# Specialized Embeddings Implementation Plan for v0.3.3
## 🎯 Implementation Status: ✅ COMPLETE
**Last Updated**: 2025-06-04
**Completed**: 2025-06-04
### ✅ Completed Features
- Created `SpecializedEmbeddingManager` with LRU eviction and memory management
- Built central model registry with persistence
- Updated `embeddings.py` with `UnifiedEmbeddingsManager` for backward compatibility
- Enhanced collection management with model metadata storage
- Updated all indexing functions to use specialized embeddings
- Updated all search functions with content-type aware embeddings
- Implemented memory optimization with configurable limits
- Model compatibility checking with dimension validation
- Comprehensive unit tests (38 tests across 3 test files)

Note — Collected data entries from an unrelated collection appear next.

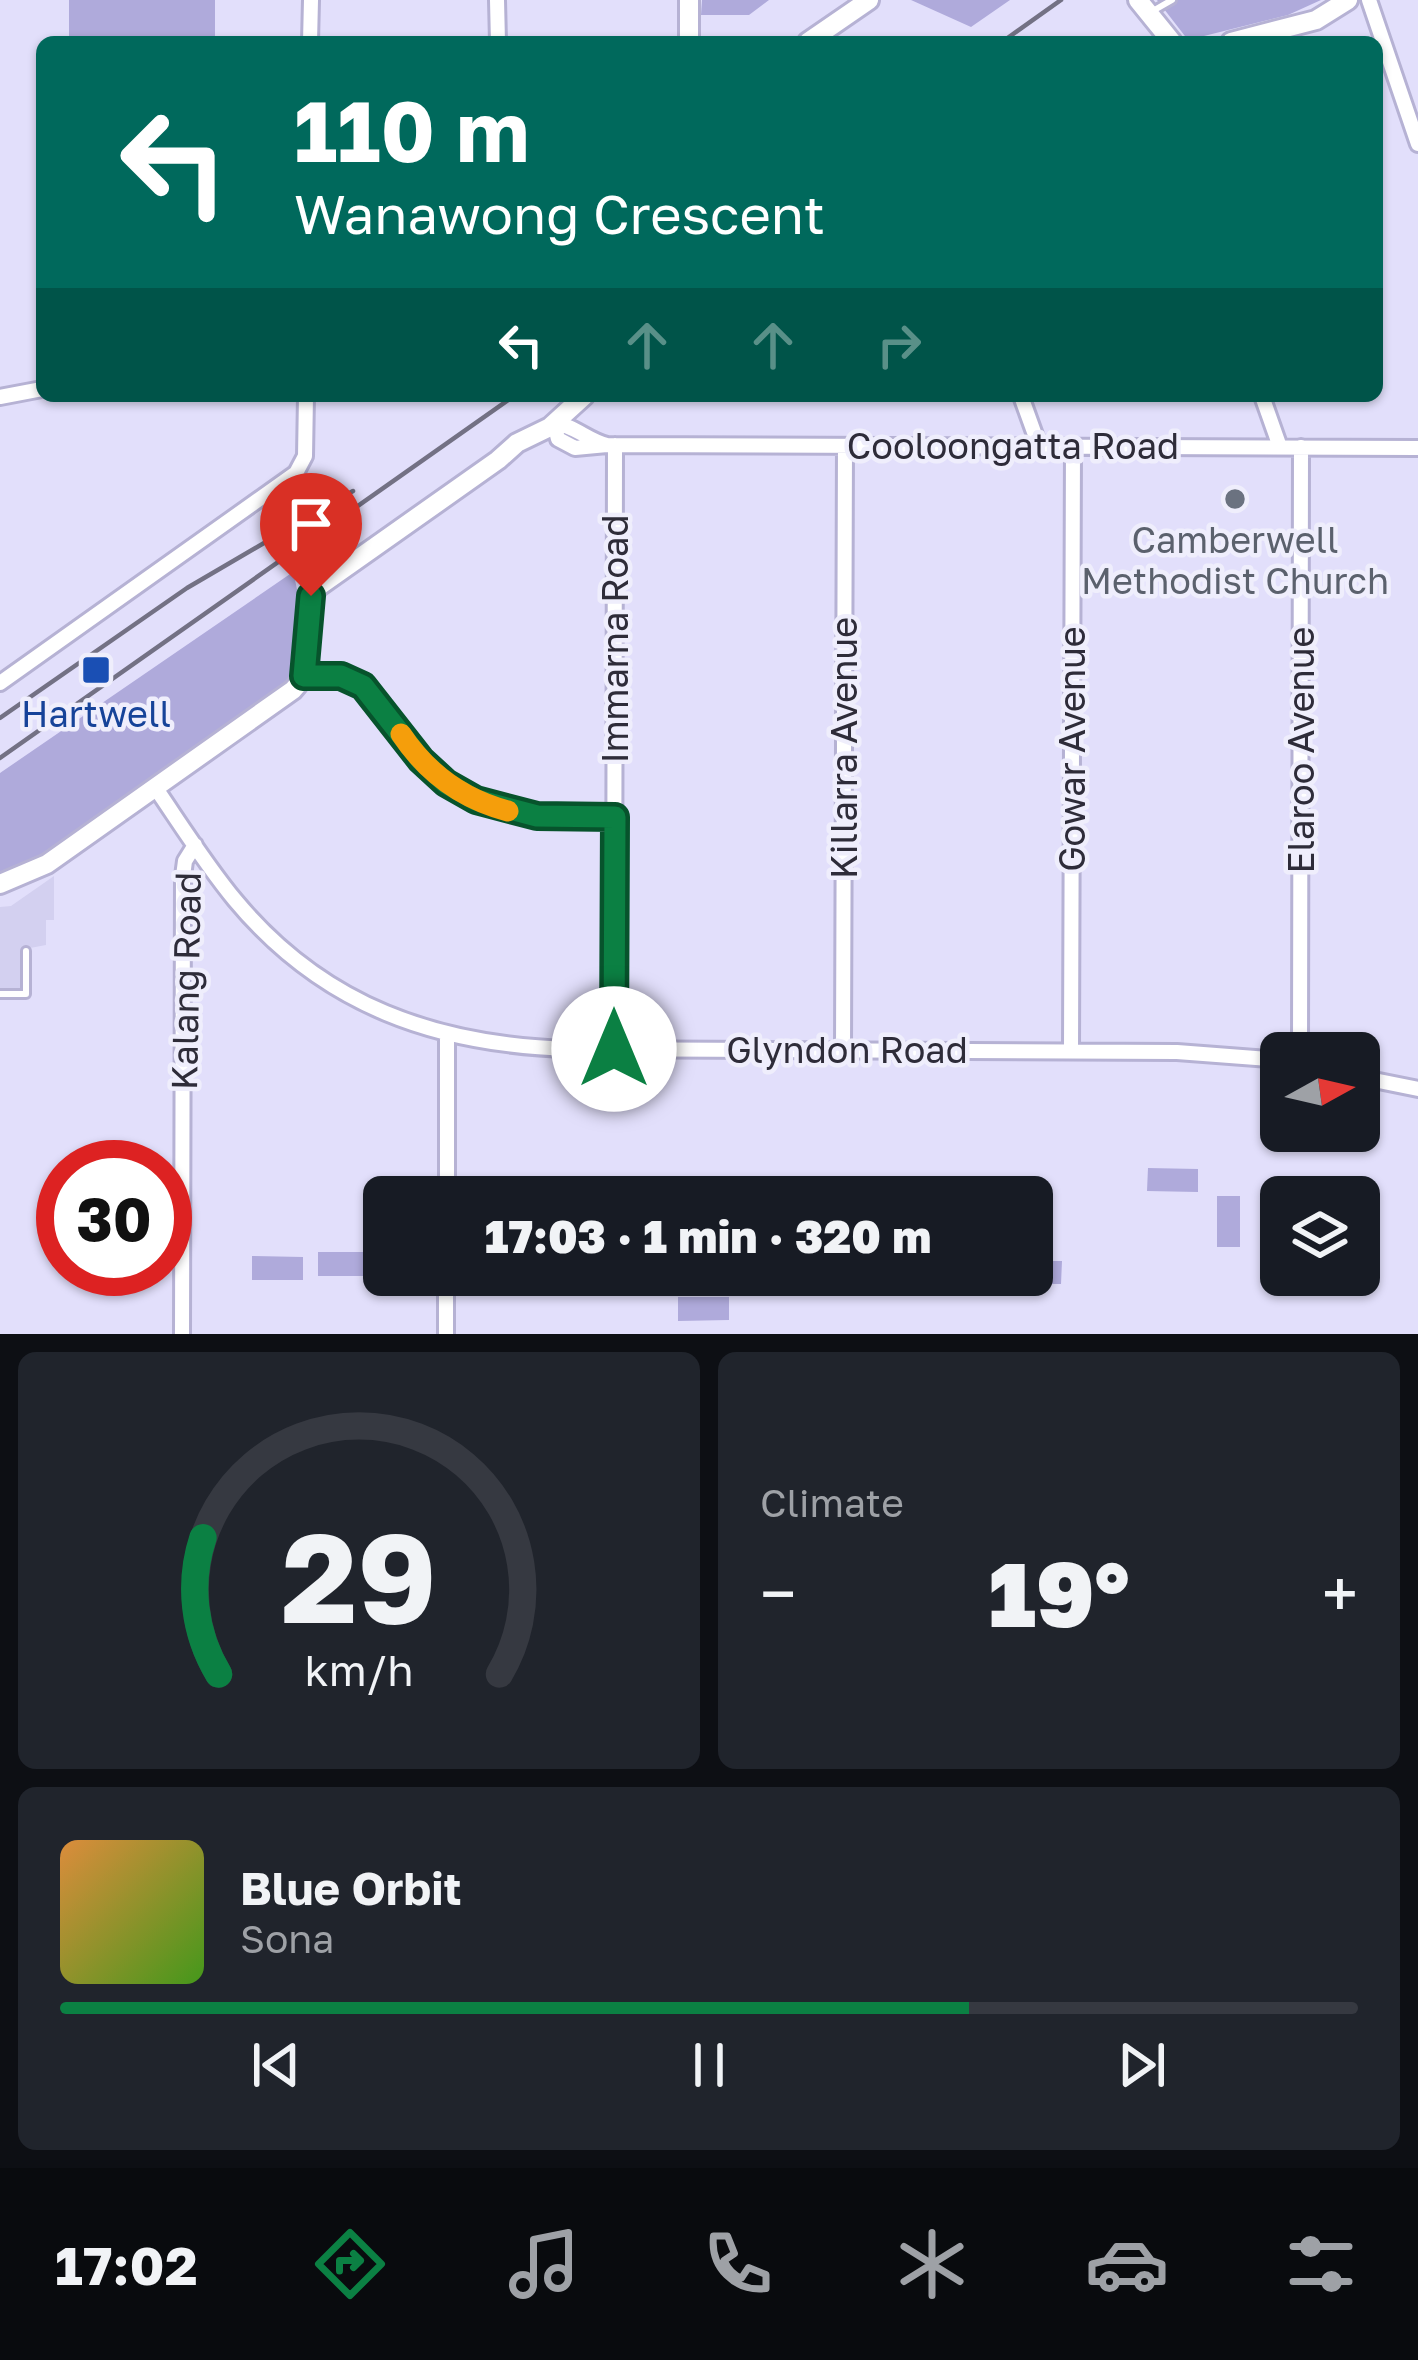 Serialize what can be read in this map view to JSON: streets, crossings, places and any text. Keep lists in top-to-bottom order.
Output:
{
  "streets": {
    "street": [
      "Cooloongatta Road",
      "Immarna Road",
      "Killarra Avenue",
      "Gowar Avenue",
      "Elaroo Avenue",
      "Kalang Road",
      "Glyndon Road"
    ]
  },
  "crossings": [
    ["Cooloongatta Road", "Immarna Road"],
    ["Cooloongatta Road", "Killarra Avenue"],
    ["Cooloongatta Road", "Gowar Avenue"],
    ["Cooloongatta Road", "Elaroo Avenue"],
    ["Immarna Road", "Glyndon Road"],
    ["Killarra Avenue", "Glyndon Road"],
    ["Gowar Avenue", "Glyndon Road"],
    ["Kalang Road", "Glyndon Road"]
  ],
  "places": {
    "other": ["Camberwell Methodist Church"],
    "transit": ["Hartwell"]
  },
  "north": "right",
  "page": {
    "turn": ["110 m", "Wanawong Crescent"],
    "limit": "30",
    "trip": "17:03 · 1 min · 320 m",
    "tile": "Climate",
    "heat": ["−", "19°", "+"],
    "song": ["Blue Orbit", "Sona"],
    "tabs": "17:02",
    "gauge": ["29", "km/h"]
  }
} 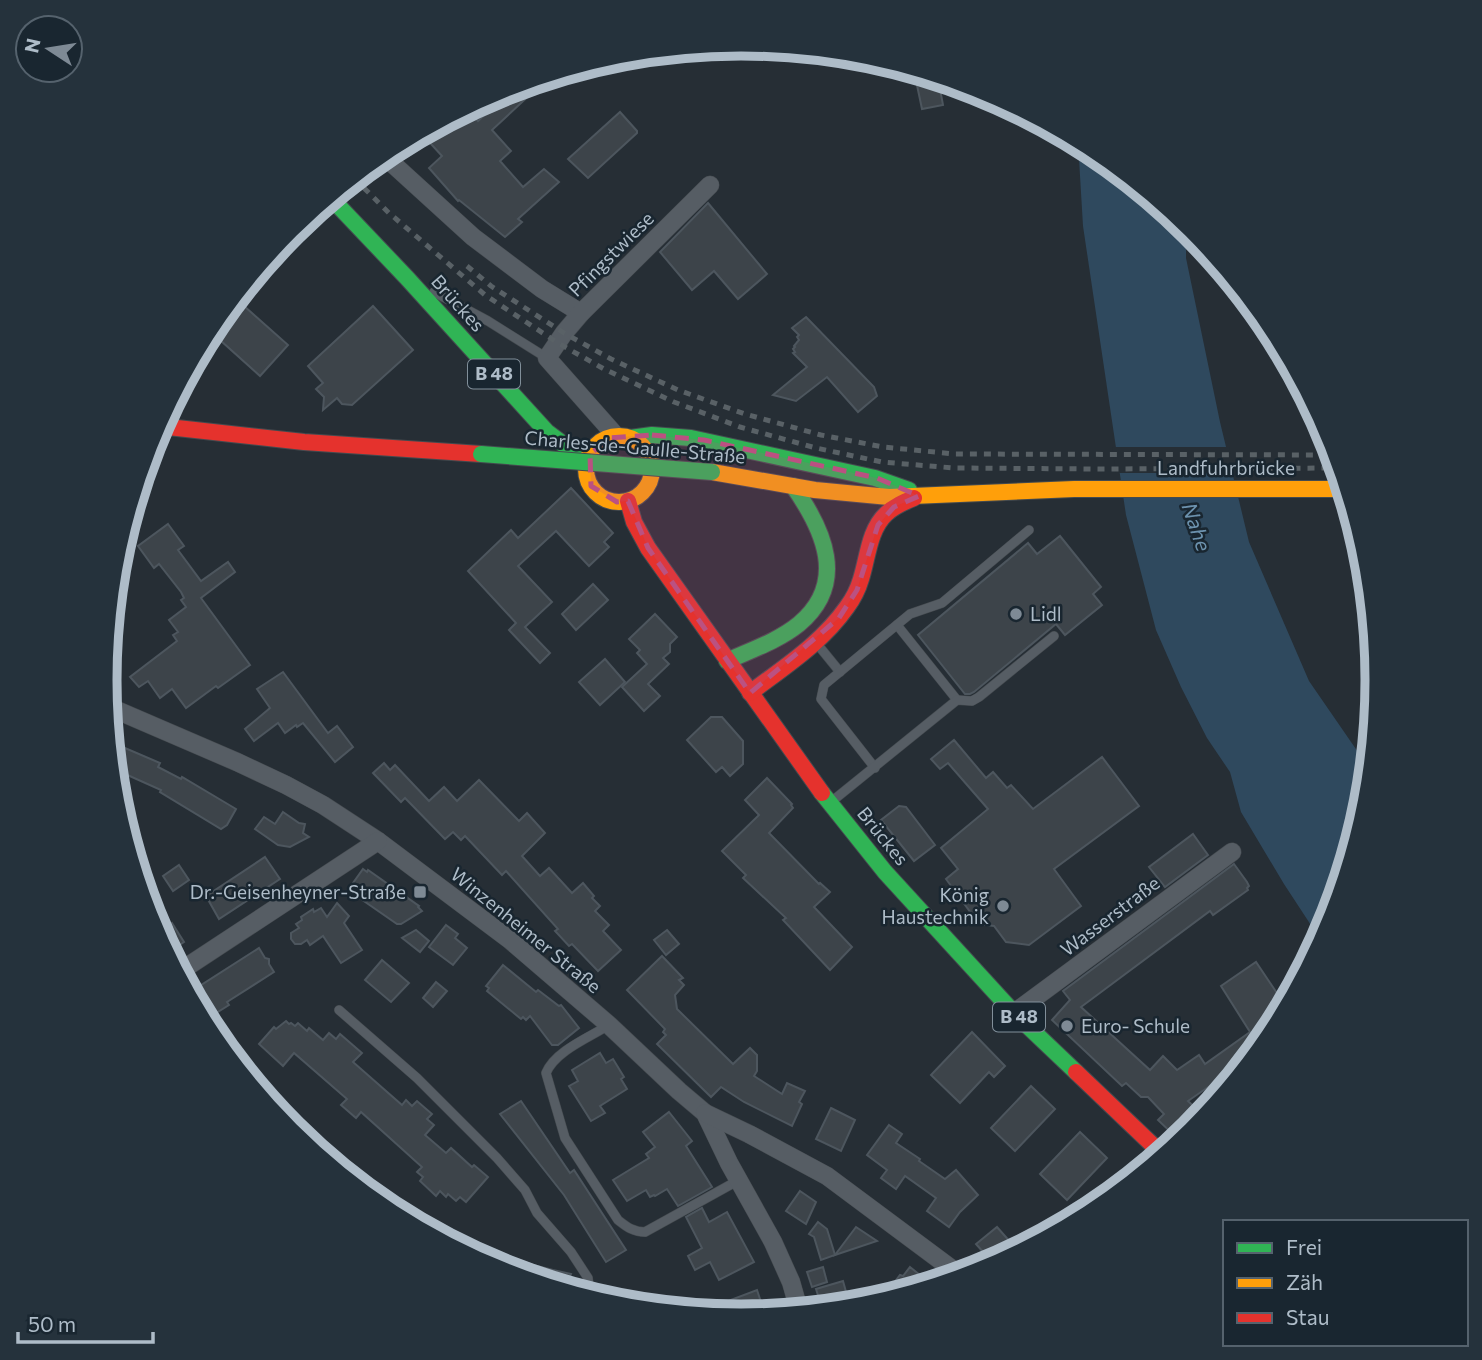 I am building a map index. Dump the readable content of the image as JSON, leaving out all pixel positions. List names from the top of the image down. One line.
{"streets":{"street":["Pfingstwiese","Brückes","B 48","Charles-de-Gaulle-Straße","Landfuhrbrücke","Wasserstraße","Winzenheimer Straße"]},"crossings":[["Brückes","Wasserstraße"],["Charles-de-Gaulle-Straße","Landfuhrbrücke"]],"water":["Nahe"],"places":{"other":["Lidl","König Haustechnik","Euro- Schule"],"transit":["Dr.-Geisenheyner-Straße"]},"legend":["Frei","Zäh","Stau"],"scale_bar":"50 m","north":"left"} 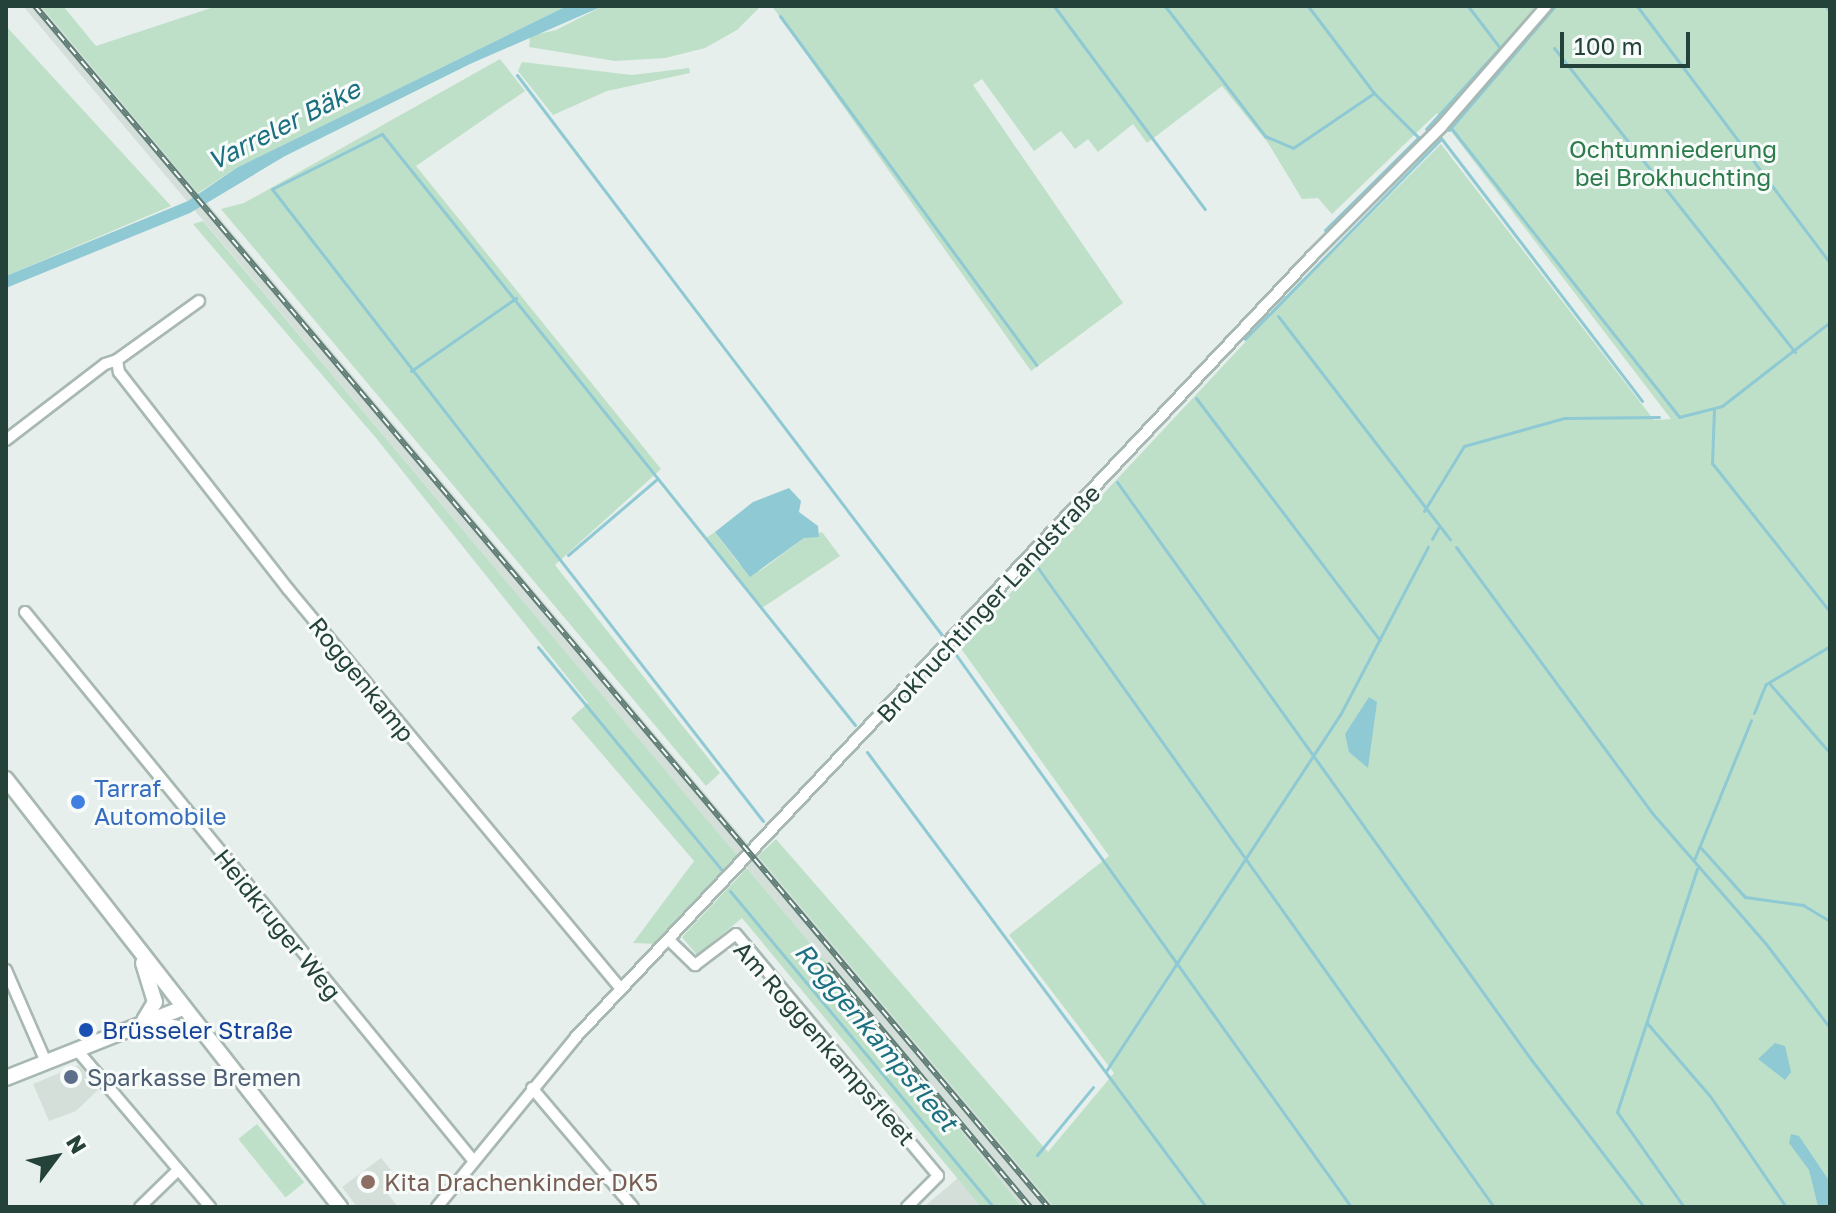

- Enhanced model download scripts with specialized model support
- Updated changelog with v0.3.3 release notes
### 📋 Deferred to Future Releases
- Migration utilities for existing collections (users will recreate collections)
- Performance benchmarking tools
## Overview
This document details the implementation plan for adding specialized embedding models to the Qdrant RAG MCP server. This feature, originally scheduled for v0.6.0, is being fast-tracked to v0.3.3 based on the significant performance improvements it will provide (30-60% better retrieval precision).
## Target Models
Based on extensive research and optimization for Apple M3 Pro with 18GB RAM, we will implement three specialized embedding models:
### 1. Code Embeddings: `nomic-ai/CodeRankEmbed`
- **Dimensions**: 768
- **Memory**: ~2GB RAM
- **Context Length**: 8192 tokens (32x improvement)
- **Performance**: 50-80% better code search accuracy
- **Languages**: Python, JavaScript, Java, Go, PHP, Ruby
- **Fallback**: `CodeBERTa-small-v1` (84MB, ~800MB RAM)
### 2. Configuration Embeddings: `jinaai/jina-embeddings-v3`
- **Dimensions**: 1024
- **Memory**: ~2GB RAM
- **Context Length**: 8192 tokens
- **Performance**: 15-20% improvement for config similarity
- **Formats**: JSON, YAML, TOML, XML
- **Fallback**: `jinaai/jina-embeddings-v2-base-en` (~1GB RAM)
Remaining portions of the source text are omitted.